There is a second material difference between managing people in the government and the private sector. Federal employees work under a set of rules designed to impede managerial discretion to a degree unthinkable in the private sector. Because of the way Congress writes laws, many agencies find it impossible to transfer money from one part of the budget to another. Congress’s reprogramming guidelines are intended to control executive branch spending. Setting aside the political concerns, this has the practical effect of preventing managers from making sensible financial decisions. A director of the National Weather Service was punished for transferring $30 million from the travel budget to the critical forecast budget to avoid layoffs—a decision that would have been rewarded in the private sector.
Despite having the trappings of power—a big house, Air Force One, Camp David, and scores of aids and attendees—the president is in charge of a vast entity over which he has limited power. No doubt this frustration is one reason Barack Obama feels he has to resort to his “phone and his pen” in writing many of his executive orders. It is unlikely any CEO from IBM’s Lou Gerstner to GE’s Jack Welch would tolerate such a situation.

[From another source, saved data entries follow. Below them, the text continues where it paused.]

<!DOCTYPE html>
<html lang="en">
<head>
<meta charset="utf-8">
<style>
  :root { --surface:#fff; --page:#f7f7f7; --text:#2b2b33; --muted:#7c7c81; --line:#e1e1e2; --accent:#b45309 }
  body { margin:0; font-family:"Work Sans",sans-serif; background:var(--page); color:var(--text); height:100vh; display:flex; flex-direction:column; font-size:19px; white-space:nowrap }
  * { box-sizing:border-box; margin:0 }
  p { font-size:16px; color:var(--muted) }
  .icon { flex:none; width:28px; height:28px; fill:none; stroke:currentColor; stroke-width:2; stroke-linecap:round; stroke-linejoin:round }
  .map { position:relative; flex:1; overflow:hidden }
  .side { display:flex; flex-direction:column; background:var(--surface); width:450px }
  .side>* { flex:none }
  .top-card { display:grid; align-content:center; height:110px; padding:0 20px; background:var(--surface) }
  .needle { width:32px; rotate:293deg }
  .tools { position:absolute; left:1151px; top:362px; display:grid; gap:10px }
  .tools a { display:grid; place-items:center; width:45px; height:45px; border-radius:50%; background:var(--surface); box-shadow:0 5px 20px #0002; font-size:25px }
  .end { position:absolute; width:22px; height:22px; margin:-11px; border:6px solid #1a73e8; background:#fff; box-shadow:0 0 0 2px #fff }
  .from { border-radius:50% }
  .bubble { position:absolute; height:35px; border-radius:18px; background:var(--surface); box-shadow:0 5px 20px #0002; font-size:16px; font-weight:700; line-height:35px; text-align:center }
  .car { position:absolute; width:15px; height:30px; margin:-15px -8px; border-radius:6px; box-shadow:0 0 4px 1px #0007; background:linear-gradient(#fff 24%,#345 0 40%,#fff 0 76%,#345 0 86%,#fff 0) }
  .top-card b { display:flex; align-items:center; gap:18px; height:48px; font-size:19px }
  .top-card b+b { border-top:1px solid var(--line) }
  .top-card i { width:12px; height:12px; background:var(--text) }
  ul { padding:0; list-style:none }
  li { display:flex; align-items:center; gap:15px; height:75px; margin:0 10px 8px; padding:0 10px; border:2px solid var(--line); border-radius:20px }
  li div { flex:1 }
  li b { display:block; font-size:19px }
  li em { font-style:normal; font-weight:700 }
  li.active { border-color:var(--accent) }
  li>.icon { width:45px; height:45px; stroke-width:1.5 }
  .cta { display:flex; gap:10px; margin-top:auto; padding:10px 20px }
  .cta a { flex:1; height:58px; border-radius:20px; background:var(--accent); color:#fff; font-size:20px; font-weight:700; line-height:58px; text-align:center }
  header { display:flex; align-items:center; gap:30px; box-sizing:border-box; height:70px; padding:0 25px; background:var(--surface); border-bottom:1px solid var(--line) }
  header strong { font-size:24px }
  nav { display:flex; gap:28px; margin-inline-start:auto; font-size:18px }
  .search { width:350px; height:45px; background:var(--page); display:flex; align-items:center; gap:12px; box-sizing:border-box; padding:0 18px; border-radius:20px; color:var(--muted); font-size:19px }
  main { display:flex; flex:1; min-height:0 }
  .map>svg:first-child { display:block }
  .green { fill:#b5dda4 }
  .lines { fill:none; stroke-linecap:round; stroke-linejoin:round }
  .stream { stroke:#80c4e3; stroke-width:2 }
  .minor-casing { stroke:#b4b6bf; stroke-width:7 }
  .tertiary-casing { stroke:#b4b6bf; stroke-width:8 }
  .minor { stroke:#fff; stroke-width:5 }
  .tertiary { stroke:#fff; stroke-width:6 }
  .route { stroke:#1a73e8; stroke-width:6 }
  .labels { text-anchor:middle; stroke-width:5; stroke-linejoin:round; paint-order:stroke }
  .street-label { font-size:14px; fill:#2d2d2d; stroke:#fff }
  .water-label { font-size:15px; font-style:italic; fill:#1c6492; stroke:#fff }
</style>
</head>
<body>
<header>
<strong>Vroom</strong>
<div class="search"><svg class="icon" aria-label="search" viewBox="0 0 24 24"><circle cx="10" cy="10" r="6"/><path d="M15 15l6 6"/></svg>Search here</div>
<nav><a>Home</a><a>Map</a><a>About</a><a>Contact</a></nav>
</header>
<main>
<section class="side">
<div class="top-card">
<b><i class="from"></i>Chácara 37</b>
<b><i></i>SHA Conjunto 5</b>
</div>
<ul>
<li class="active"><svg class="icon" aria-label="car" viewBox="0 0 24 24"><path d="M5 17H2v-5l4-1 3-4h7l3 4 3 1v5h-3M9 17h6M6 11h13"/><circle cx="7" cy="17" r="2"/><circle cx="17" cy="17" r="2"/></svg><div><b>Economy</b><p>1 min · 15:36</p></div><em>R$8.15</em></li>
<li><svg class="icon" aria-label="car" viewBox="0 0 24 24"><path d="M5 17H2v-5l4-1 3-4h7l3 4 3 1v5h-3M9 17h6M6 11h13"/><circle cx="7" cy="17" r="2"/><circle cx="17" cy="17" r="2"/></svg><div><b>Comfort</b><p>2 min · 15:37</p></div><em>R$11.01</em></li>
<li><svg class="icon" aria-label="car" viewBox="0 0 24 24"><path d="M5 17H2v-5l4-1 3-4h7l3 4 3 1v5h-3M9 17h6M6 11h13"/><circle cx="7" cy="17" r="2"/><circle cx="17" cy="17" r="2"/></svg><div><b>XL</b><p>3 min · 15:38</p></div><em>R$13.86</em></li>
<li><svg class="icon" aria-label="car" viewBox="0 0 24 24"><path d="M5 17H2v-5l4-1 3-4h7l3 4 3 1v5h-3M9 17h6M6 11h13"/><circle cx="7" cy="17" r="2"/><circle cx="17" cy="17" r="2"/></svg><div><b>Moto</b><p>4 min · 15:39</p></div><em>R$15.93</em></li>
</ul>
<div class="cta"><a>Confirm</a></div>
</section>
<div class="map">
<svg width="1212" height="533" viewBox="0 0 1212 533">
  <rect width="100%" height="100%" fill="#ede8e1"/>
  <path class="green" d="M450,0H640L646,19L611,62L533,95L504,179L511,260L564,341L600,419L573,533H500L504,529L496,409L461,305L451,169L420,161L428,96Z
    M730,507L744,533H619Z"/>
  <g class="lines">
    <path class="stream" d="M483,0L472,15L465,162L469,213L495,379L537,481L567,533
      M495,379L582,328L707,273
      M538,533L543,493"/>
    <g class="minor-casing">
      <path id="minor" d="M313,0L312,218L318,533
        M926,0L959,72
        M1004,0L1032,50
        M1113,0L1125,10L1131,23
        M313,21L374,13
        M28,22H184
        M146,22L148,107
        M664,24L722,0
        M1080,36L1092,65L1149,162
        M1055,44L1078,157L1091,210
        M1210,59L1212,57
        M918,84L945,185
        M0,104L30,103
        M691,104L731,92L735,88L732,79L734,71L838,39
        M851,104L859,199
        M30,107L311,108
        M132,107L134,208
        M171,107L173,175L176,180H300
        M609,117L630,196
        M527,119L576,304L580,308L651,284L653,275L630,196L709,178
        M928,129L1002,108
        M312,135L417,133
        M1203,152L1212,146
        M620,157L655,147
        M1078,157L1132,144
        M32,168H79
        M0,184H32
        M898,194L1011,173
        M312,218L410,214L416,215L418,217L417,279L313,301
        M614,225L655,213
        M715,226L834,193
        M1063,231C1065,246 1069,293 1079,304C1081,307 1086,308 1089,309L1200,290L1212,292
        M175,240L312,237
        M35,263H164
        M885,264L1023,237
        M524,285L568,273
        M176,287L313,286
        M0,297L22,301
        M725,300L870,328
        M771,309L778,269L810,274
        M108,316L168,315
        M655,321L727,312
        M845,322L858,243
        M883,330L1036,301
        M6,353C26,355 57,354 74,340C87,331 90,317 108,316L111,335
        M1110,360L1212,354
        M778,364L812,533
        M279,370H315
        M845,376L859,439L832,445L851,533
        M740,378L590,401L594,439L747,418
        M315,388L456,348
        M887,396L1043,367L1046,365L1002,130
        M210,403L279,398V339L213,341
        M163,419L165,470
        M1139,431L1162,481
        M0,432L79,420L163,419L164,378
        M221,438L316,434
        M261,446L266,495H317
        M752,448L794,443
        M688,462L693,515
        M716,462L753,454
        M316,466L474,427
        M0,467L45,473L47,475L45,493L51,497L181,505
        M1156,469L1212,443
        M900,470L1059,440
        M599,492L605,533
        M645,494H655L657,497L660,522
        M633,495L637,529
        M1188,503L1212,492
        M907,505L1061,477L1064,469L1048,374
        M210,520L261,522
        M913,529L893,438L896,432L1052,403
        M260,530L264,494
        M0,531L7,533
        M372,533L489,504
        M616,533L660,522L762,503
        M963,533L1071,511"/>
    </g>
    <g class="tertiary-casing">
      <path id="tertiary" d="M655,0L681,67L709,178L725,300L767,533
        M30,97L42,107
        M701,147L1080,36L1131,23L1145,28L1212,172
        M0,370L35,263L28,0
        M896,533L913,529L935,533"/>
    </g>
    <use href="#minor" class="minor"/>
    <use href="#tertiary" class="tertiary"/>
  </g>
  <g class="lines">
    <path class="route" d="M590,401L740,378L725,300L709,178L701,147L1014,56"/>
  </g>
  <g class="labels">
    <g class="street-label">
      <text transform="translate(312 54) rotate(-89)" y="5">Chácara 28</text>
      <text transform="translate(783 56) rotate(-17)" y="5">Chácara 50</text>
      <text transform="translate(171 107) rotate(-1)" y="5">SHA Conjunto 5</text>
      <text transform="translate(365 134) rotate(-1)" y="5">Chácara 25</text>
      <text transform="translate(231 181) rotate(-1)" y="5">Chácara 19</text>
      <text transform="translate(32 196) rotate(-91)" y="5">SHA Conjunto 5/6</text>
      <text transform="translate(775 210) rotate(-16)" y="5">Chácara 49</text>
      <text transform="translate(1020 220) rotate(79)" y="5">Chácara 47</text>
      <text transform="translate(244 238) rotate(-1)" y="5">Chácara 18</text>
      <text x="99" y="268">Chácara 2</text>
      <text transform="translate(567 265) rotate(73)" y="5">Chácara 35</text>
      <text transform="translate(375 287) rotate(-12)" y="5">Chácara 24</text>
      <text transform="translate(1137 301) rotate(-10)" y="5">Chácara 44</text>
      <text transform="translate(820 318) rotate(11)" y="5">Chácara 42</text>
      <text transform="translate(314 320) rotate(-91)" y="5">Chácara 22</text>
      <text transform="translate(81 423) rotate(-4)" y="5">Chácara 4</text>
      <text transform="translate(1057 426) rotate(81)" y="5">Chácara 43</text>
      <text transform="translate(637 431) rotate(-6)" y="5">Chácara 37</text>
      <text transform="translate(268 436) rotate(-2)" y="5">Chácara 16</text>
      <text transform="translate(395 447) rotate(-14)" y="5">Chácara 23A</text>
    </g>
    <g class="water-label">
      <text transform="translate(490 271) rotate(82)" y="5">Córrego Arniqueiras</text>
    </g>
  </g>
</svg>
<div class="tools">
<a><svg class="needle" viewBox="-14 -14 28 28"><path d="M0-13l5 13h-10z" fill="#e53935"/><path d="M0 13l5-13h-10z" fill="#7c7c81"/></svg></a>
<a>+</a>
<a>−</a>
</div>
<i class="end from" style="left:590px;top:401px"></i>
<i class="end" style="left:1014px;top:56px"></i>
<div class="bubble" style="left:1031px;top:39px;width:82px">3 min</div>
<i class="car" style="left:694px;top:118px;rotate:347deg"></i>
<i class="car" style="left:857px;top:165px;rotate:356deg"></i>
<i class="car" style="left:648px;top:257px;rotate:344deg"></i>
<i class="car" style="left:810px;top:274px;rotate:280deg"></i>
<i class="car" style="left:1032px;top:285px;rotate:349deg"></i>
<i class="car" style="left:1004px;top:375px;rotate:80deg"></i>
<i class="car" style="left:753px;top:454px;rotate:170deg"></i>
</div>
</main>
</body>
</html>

One might think that some sort of early warning system could be set up to give a president a heads up. The management wing of the Office of Management and Budget was set up in 1970 to do just that, but no one at OMB is charged with systematically looking for management weakness or problems. The problem is familiar to private company CEOs. When an organization is in trouble, people often lie or manipulate the data. Building dashboards to understand performance in large organizations has not prevented government failures. Used improperly, they can create a false sense of security. Also, to the rest of government, OMB is where budgets are cut. As a result, career officials in other agencies are loathe to share too much information with OMB.
So given the impediments that are built in, can a leader from the private sector have any hope of making a difference in government? McKinsey studied this issue and came up with a cautious yes—provided one follows a regimented prescription.
1. Establish your agenda—an overarching aspiration and a limited set of priorities. Understanding an organization’s context is vital, particularly in government institutions where so much of the staff is nonpolitical and has been there for many years and so many of the external stakeholders (for example, Congress, state and local governments, the press, and voters) have a say in what you do.